The Kinsman Redeemer
"There were some circumstances that could arise in the course of family life in the Old Testament that required the services of a kinsman. If, for example, the blood of a member of the family was shed—if someone was murdered in the family, it was the responsibility of the kinsman to avenge the blood of his relative. It was the kinsman that pursued the murderer. God set apart six cities in Israel to be cities of refuge, to which the slayer of blood could run for refuge and sanctuary. However, the slayer of blood was pursued constantly by the kinsman who was going to avenge the death and the blood of his relative.
There were also instances where a member of the family became so poor that he had to sell himself into slavery. It was the responsibility of the kinsman, if he could, to secure a ransom price that would release that person from his slavery and give him freedom.

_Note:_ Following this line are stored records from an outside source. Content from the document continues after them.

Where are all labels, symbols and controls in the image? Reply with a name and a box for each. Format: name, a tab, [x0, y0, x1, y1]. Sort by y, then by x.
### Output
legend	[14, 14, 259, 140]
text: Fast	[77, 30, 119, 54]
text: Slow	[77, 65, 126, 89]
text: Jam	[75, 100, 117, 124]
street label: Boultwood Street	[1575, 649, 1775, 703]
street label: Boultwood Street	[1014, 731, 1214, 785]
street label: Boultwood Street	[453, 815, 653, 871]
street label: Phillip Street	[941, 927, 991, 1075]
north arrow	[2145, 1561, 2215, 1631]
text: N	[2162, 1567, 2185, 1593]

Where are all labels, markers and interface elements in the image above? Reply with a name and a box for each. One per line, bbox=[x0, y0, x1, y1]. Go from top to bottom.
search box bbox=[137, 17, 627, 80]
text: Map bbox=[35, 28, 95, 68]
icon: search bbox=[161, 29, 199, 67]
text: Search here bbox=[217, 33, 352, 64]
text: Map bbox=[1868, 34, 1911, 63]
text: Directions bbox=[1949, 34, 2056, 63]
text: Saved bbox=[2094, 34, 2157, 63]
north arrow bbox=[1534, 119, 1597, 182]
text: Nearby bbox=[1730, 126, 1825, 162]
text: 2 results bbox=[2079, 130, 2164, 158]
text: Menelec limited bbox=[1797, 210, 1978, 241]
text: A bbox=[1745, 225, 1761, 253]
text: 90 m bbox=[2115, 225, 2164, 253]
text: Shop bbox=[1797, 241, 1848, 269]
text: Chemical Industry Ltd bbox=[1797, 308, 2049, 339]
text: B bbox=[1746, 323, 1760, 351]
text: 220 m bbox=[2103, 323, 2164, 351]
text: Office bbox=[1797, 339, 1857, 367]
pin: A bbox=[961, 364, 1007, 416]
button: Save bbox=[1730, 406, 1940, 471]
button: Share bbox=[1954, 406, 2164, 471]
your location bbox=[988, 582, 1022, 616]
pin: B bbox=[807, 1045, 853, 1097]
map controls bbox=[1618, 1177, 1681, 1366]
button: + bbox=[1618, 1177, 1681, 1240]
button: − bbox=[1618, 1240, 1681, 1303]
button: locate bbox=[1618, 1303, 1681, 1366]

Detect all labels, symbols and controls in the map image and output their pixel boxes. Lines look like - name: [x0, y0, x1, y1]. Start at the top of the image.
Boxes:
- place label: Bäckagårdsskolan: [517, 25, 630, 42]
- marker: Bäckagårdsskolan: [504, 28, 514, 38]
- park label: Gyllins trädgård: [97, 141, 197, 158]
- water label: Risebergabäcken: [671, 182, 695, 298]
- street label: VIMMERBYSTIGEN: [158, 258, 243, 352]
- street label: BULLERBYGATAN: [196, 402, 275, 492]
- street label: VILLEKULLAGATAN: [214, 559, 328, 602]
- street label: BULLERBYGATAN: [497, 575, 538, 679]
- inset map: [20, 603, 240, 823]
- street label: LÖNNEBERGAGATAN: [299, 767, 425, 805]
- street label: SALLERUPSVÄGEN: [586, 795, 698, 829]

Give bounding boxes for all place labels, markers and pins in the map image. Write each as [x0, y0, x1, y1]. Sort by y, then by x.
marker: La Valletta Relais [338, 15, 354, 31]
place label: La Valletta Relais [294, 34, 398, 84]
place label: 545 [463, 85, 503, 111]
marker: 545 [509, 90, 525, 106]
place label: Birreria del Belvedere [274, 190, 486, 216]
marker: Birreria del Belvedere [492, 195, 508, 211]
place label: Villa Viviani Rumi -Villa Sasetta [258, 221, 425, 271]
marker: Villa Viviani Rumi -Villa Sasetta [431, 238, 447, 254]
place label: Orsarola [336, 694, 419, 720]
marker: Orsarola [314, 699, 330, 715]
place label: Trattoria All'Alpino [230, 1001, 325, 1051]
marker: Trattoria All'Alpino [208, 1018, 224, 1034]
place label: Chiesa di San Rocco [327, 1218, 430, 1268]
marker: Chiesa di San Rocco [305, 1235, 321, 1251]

The particular duty of the kinsman that is highlighted in the Book of Ruth dealt with property. There was a threefold duty of the kinsman—to respect the blood of his relative, the liberty of his relative and the property of his relative. If for some reason the property or the land was forfeited by the man who owned it and was lost to him because he was poor, it was the duty of the kinsman to try and redeem it until the year of jubilee, every fiftieth year in Israel, when the land was restored to those that originally possessed it."1
All of this was, of course, typical of what Jesus, our redeeming elder brother (Heb. 2:10-18), would do for us in the work of redemption. Jesus came to shed His blood for the guilty. In this sense, he is both the avenger and the deliverer. He upholds the justice of God by taking the punishment on himself and then He dies to set the guilty free. Jesus is also the kinsman redeemer who sets his indebted brethren free. He is the year of jubilee. Debts cancelled and bonds loosed! Finally, Jesus is the kinsman redeemer who restores what man lost by the fall and by his sin. He gives His people an everlasting inheritance freely by His grace. He is the greater Boaz who, by his law-keeping and sacrificial love, secures redemption for Jew (Naomi) and Gentile (Ruth) who comes to him for redemption.
1. Campbell, I. D. (2010). Ruth: A Devotional Commentary (p. 117). Leominster: Day One Publications.